Task goal
Count every line below that contains "sizing", then give that count and nothing else.

Information shown
◆ ◆ ◆

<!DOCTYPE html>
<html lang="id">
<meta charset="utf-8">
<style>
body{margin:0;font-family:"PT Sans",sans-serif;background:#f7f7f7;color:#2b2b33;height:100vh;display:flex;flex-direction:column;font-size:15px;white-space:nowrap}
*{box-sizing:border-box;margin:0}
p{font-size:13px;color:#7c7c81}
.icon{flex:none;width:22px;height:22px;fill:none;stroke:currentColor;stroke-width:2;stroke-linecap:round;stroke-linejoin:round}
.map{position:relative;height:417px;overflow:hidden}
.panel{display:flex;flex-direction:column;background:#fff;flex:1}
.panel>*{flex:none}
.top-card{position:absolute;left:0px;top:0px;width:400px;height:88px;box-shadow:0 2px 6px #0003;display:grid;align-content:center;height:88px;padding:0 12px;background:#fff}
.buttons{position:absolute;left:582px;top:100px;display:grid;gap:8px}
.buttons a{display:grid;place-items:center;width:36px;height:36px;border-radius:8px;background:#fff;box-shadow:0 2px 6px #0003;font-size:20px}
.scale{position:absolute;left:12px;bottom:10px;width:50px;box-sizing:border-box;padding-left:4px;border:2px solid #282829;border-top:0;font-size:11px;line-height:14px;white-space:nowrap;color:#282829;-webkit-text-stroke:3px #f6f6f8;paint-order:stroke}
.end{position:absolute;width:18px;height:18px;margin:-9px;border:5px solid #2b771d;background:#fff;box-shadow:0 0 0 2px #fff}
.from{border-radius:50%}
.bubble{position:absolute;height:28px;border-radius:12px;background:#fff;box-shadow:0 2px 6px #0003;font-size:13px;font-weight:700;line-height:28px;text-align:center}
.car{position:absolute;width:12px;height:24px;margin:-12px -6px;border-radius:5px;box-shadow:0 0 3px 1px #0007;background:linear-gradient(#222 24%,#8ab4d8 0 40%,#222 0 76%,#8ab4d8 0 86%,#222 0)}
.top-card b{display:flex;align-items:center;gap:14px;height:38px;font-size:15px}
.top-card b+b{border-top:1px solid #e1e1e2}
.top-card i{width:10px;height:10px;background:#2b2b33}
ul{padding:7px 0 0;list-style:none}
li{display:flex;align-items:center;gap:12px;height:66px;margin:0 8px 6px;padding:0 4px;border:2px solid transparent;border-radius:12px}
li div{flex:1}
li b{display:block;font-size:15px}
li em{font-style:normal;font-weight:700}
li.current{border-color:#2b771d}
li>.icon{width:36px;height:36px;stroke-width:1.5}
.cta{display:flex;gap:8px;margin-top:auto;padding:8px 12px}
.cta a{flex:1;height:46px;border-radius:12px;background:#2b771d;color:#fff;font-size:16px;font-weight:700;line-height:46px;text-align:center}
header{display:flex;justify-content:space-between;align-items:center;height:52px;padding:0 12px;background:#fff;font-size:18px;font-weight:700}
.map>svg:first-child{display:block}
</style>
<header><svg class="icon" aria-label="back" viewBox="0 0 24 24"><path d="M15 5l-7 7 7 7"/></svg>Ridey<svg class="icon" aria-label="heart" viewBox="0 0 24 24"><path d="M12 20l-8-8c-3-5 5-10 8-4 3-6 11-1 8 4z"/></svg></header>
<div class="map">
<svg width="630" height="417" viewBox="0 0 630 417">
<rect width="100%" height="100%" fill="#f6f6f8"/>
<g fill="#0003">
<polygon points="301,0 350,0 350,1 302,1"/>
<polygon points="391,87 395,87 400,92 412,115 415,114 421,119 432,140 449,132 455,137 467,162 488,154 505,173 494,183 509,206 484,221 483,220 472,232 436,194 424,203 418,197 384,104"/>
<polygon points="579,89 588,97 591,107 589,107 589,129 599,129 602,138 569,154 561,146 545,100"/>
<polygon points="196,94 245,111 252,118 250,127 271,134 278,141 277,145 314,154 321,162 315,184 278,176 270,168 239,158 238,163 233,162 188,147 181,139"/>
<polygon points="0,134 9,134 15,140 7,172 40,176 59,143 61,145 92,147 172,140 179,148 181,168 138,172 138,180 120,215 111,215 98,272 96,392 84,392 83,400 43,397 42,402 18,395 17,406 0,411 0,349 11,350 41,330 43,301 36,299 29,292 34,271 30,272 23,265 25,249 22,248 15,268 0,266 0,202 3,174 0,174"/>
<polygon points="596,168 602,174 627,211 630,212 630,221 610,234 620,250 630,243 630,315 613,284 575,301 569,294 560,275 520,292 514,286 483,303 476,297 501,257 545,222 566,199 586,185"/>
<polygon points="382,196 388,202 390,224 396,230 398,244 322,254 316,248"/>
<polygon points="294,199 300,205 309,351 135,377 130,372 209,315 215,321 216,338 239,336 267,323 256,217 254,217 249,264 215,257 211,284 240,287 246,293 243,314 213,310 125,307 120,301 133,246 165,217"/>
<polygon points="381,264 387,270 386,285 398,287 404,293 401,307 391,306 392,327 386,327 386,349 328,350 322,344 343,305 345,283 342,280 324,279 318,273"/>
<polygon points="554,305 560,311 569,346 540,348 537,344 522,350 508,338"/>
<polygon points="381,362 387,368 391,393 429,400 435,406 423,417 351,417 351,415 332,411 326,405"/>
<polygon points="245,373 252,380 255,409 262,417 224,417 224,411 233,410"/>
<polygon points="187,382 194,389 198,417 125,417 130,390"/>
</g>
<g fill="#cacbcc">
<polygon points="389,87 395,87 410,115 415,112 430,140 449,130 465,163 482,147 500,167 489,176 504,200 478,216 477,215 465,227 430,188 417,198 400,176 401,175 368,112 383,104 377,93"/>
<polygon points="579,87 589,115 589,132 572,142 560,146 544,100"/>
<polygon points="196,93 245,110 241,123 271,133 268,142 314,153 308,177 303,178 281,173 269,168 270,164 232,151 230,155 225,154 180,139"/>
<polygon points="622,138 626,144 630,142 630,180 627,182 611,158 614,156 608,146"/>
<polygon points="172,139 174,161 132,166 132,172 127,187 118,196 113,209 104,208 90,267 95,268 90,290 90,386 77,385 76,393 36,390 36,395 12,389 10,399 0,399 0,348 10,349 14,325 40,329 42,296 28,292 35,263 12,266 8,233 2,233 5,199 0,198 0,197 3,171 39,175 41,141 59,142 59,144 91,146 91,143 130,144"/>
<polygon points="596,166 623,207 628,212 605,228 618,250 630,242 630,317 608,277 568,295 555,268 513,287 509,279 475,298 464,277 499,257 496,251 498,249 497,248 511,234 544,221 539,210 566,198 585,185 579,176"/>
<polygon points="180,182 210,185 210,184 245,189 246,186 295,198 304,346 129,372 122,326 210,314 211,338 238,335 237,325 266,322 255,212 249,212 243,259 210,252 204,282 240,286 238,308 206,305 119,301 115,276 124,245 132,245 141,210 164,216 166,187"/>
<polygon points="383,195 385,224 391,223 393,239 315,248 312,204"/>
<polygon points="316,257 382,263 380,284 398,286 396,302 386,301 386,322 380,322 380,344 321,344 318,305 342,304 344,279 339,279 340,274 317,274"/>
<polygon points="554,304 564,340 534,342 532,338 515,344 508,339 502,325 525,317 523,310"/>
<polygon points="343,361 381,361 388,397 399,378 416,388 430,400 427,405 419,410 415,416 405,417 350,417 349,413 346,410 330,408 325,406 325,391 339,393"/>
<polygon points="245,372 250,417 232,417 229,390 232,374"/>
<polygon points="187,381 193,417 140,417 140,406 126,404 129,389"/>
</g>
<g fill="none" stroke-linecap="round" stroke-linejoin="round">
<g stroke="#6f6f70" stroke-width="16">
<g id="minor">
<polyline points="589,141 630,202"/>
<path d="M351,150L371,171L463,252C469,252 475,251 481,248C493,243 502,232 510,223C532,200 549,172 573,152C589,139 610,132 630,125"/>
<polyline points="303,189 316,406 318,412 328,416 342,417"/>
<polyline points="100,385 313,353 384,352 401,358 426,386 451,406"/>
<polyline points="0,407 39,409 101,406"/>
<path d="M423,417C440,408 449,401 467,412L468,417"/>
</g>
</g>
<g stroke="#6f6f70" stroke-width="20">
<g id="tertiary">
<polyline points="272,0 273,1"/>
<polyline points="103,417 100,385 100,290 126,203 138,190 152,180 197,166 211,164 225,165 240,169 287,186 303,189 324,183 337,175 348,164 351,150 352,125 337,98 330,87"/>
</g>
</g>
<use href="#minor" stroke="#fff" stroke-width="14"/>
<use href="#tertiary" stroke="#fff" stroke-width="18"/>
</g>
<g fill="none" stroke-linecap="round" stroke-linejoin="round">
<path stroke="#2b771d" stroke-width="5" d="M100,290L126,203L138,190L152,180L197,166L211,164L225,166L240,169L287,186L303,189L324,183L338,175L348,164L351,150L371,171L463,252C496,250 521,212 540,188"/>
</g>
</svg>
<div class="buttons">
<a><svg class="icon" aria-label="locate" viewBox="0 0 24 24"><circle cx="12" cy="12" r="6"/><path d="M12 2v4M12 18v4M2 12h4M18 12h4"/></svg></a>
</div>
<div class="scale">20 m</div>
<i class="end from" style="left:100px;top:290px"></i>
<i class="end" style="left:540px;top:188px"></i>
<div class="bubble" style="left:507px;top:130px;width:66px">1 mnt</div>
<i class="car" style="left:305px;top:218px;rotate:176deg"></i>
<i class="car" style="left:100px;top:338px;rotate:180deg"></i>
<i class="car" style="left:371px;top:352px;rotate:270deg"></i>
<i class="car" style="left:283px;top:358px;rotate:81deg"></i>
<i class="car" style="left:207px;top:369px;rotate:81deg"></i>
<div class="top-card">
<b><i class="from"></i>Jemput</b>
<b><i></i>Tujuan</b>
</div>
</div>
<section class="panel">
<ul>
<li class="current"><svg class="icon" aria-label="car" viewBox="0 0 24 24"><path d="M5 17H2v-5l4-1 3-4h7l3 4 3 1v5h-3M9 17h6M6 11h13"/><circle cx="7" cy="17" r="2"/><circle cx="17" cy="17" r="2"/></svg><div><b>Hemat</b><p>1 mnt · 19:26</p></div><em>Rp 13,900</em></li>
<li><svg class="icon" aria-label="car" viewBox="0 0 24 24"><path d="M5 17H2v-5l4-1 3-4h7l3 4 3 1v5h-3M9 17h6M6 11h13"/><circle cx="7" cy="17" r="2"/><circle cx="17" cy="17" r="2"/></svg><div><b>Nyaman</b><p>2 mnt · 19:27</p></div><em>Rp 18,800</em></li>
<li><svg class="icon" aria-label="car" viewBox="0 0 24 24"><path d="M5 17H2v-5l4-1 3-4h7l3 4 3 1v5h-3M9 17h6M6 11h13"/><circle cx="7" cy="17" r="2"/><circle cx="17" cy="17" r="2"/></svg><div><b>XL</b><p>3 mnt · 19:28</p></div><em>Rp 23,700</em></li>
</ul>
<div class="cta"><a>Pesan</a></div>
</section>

◆ ◆ ◆

Answer space
2